** GIVEN DATA follows **
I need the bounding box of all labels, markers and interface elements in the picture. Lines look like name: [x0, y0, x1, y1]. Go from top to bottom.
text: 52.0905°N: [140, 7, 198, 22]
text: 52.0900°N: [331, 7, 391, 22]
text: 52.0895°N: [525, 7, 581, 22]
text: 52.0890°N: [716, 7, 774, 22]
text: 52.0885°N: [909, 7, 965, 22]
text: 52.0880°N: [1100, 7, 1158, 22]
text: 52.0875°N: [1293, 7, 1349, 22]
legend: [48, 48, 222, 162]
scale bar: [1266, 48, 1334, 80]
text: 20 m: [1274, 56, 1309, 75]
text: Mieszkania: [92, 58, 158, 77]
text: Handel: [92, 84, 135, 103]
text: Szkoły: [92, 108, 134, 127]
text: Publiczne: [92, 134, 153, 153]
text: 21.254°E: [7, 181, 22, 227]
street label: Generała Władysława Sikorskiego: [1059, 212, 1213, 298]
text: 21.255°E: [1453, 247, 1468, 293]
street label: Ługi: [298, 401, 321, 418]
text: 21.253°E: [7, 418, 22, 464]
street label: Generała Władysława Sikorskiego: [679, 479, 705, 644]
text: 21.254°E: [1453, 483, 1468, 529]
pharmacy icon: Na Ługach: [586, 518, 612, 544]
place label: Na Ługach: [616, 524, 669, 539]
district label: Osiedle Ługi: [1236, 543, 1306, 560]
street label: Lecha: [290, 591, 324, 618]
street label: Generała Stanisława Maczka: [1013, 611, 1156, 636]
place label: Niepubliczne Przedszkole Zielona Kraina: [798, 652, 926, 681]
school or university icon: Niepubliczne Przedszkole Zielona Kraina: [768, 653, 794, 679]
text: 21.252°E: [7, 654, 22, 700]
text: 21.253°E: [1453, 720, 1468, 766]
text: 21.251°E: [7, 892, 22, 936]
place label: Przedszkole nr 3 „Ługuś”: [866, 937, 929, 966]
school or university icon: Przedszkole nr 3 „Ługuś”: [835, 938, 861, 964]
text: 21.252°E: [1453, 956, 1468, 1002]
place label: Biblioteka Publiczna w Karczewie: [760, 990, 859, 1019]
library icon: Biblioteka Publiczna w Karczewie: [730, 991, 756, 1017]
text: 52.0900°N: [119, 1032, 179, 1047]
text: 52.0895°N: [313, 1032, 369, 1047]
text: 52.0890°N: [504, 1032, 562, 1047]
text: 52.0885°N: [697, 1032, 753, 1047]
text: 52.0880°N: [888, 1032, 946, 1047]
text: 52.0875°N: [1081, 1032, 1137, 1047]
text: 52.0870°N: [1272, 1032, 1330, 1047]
** End of GIVEN DATA **
### TASK DESCRIPTION
Print every line of the listing exactly.

### FINAL ANSWER
I need the bounding box of all labels, markers and interface elements in the picture. Lines look like name: [x0, y0, x1, y1]. Go from top to bottom.
text: 52.0905°N: [140, 7, 198, 22]
text: 52.0900°N: [331, 7, 391, 22]
text: 52.0895°N: [525, 7, 581, 22]
text: 52.0890°N: [716, 7, 774, 22]
text: 52.0885°N: [909, 7, 965, 22]
text: 52.0880°N: [1100, 7, 1158, 22]
text: 52.0875°N: [1293, 7, 1349, 22]
legend: [48, 48, 222, 162]
scale bar: [1266, 48, 1334, 80]
text: 20 m: [1274, 56, 1309, 75]
text: Mieszkania: [92, 58, 158, 77]
text: Handel: [92, 84, 135, 103]
text: Szkoły: [92, 108, 134, 127]
text: Publiczne: [92, 134, 153, 153]
text: 21.254°E: [7, 181, 22, 227]
street label: Generała Władysława Sikorskiego: [1059, 212, 1213, 298]
text: 21.255°E: [1453, 247, 1468, 293]
street label: Ługi: [298, 401, 321, 418]
text: 21.253°E: [7, 418, 22, 464]
street label: Generała Władysława Sikorskiego: [679, 479, 705, 644]
text: 21.254°E: [1453, 483, 1468, 529]
pharmacy icon: Na Ługach: [586, 518, 612, 544]
place label: Na Ługach: [616, 524, 669, 539]
district label: Osiedle Ługi: [1236, 543, 1306, 560]
street label: Lecha: [290, 591, 324, 618]
street label: Generała Stanisława Maczka: [1013, 611, 1156, 636]
place label: Niepubliczne Przedszkole Zielona Kraina: [798, 652, 926, 681]
school or university icon: Niepubliczne Przedszkole Zielona Kraina: [768, 653, 794, 679]
text: 21.252°E: [7, 654, 22, 700]
text: 21.253°E: [1453, 720, 1468, 766]
text: 21.251°E: [7, 892, 22, 936]
place label: Przedszkole nr 3 „Ługuś”: [866, 937, 929, 966]
school or university icon: Przedszkole nr 3 „Ługuś”: [835, 938, 861, 964]
text: 21.252°E: [1453, 956, 1468, 1002]
place label: Biblioteka Publiczna w Karczewie: [760, 990, 859, 1019]
library icon: Biblioteka Publiczna w Karczewie: [730, 991, 756, 1017]
text: 52.0900°N: [119, 1032, 179, 1047]
text: 52.0895°N: [313, 1032, 369, 1047]
text: 52.0890°N: [504, 1032, 562, 1047]
text: 52.0885°N: [697, 1032, 753, 1047]
text: 52.0880°N: [888, 1032, 946, 1047]
text: 52.0875°N: [1081, 1032, 1137, 1047]
text: 52.0870°N: [1272, 1032, 1330, 1047]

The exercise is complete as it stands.